To the Mother I've always wanted: I have some things to share.
An open letter to my estranged mother

To the mother I’ve always wanted, I have some things to share:
I have some questions too, can I ask if you even cared?
To the mother I’ve always wanted, I have longed for you,
I’ve cried myself to sleep many nights in a row, starting the next day, new.
To the mother I’ve always wanted, didn’t you want me, too?
I was so young and unaware, how was I supposed to pursue?
To the mother I’ve always wanted, years have grown between us like vines in the jungle,
One of my clearest memories from so long ago was wishing I had a mother to snuggle.
To the mother I’ve always wanted, there is a gaping crater in the center of my soul,
Other times, there is only anger fueled and out of my control.
To the mother I’ve always wanted, I’ve asked myself, “why wasn’t I enough?”
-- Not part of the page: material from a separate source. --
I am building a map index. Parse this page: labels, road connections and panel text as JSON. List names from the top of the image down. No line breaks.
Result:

That question has played over and over in my head, and is a question I need to snuff.
To the mother I’ve always wanted, why weren’t you there?
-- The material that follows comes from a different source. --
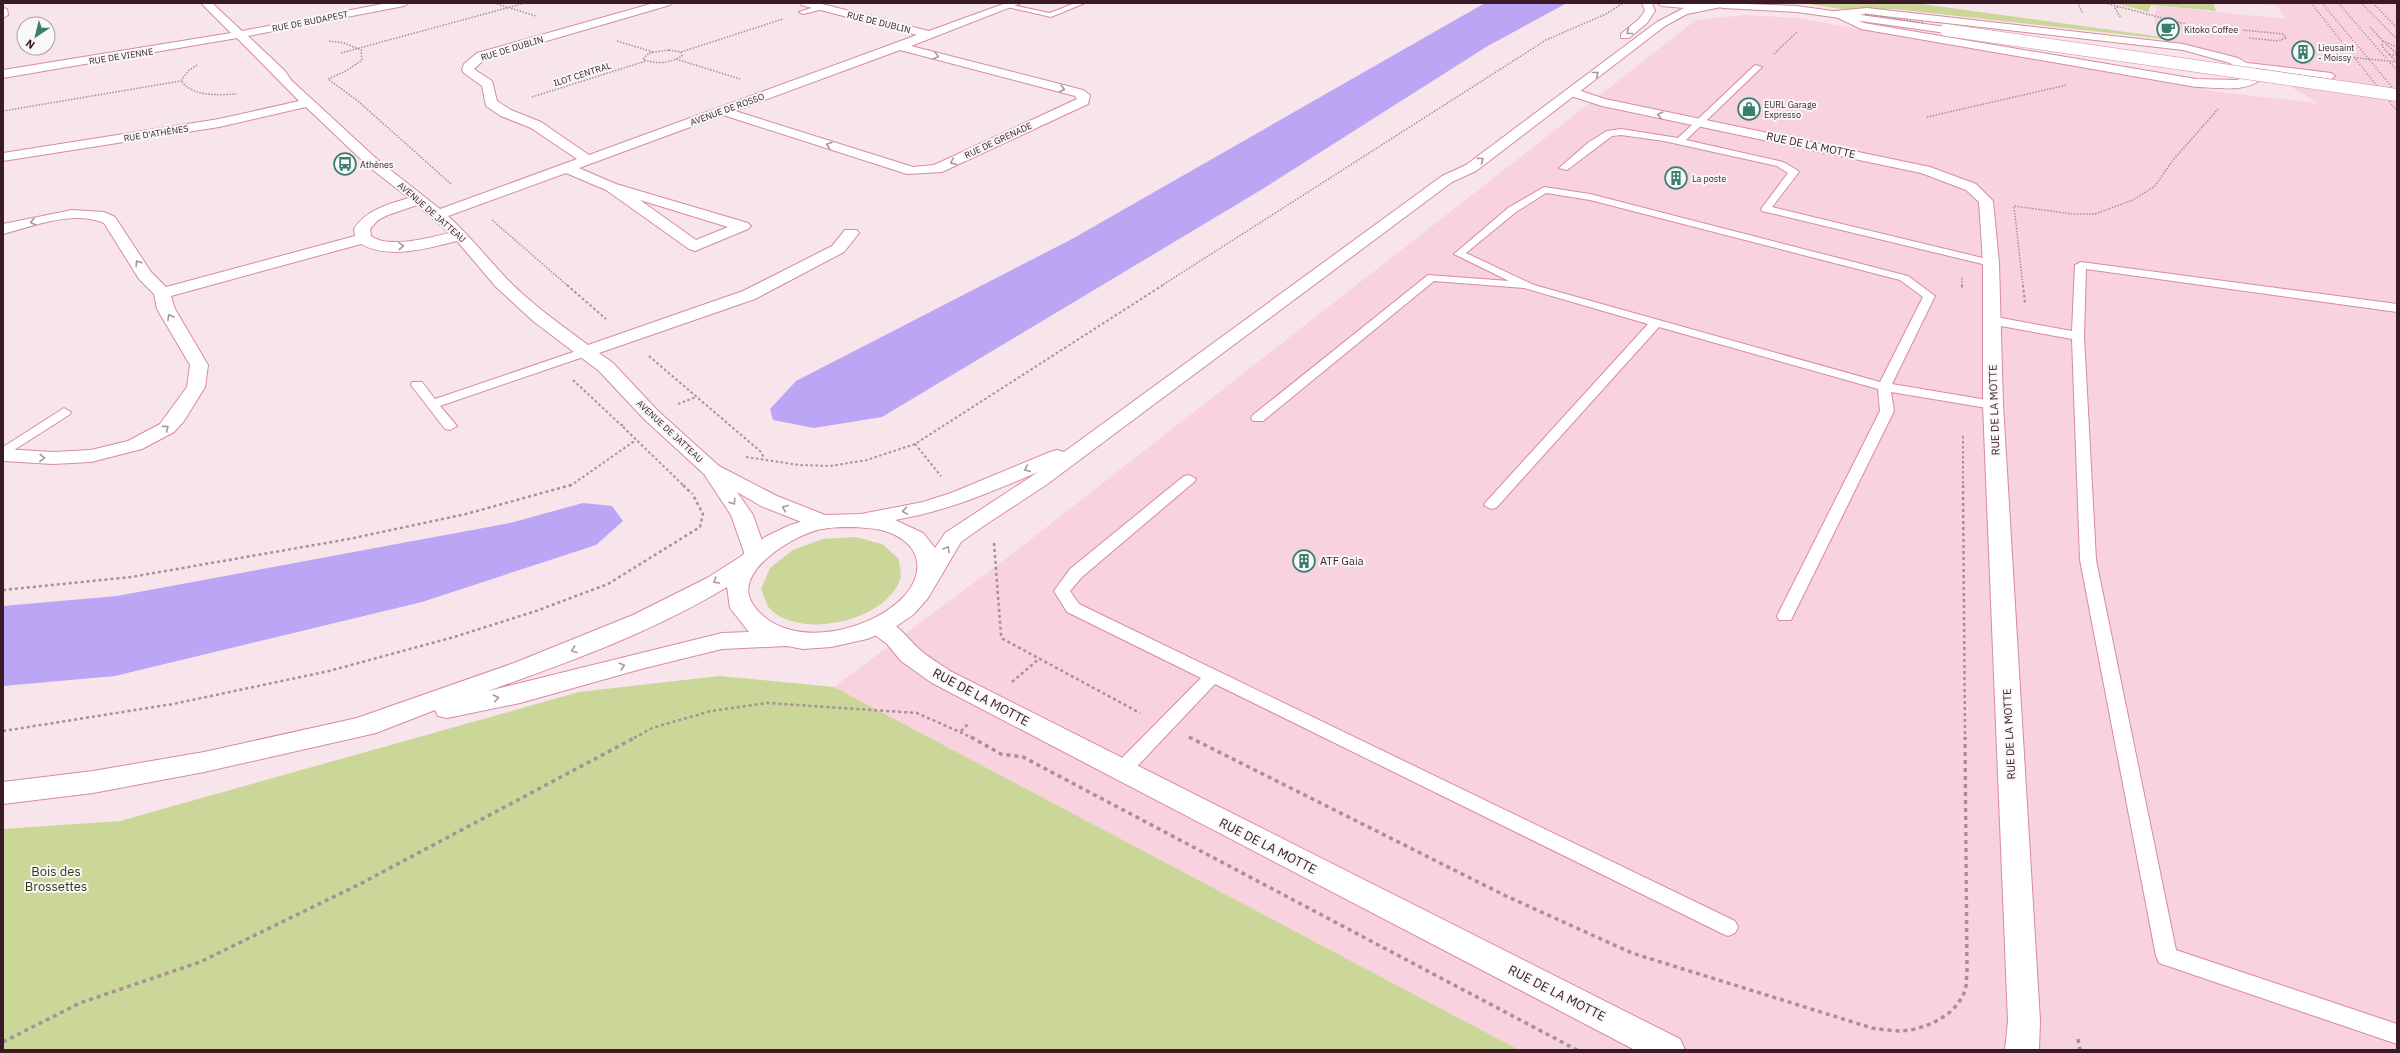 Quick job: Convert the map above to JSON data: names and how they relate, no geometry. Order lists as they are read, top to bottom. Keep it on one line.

You were missing when I picked out my wedding dress, how is that fair?
To the mother I’ve always wanted, I’ve looked my whole life for you,
I’ve wished the days away for a mother that was visible, my stunning, impeccable view.
To the mother I’ve always wanted, it's true I have some secrets to tell you.
From your absence, heartache and sadness inevitably grew.
To the mother I’ve always wanted, can I ask, do you know anything of me?
I have gone to school, found my passion, fell in love, none of those things I learned from you, I guarantee.
To the mother I’ve always wanted, you haunt my every waking moment,
In the mirror, I see remnants of your face, but my confidence is missing your pivotal component.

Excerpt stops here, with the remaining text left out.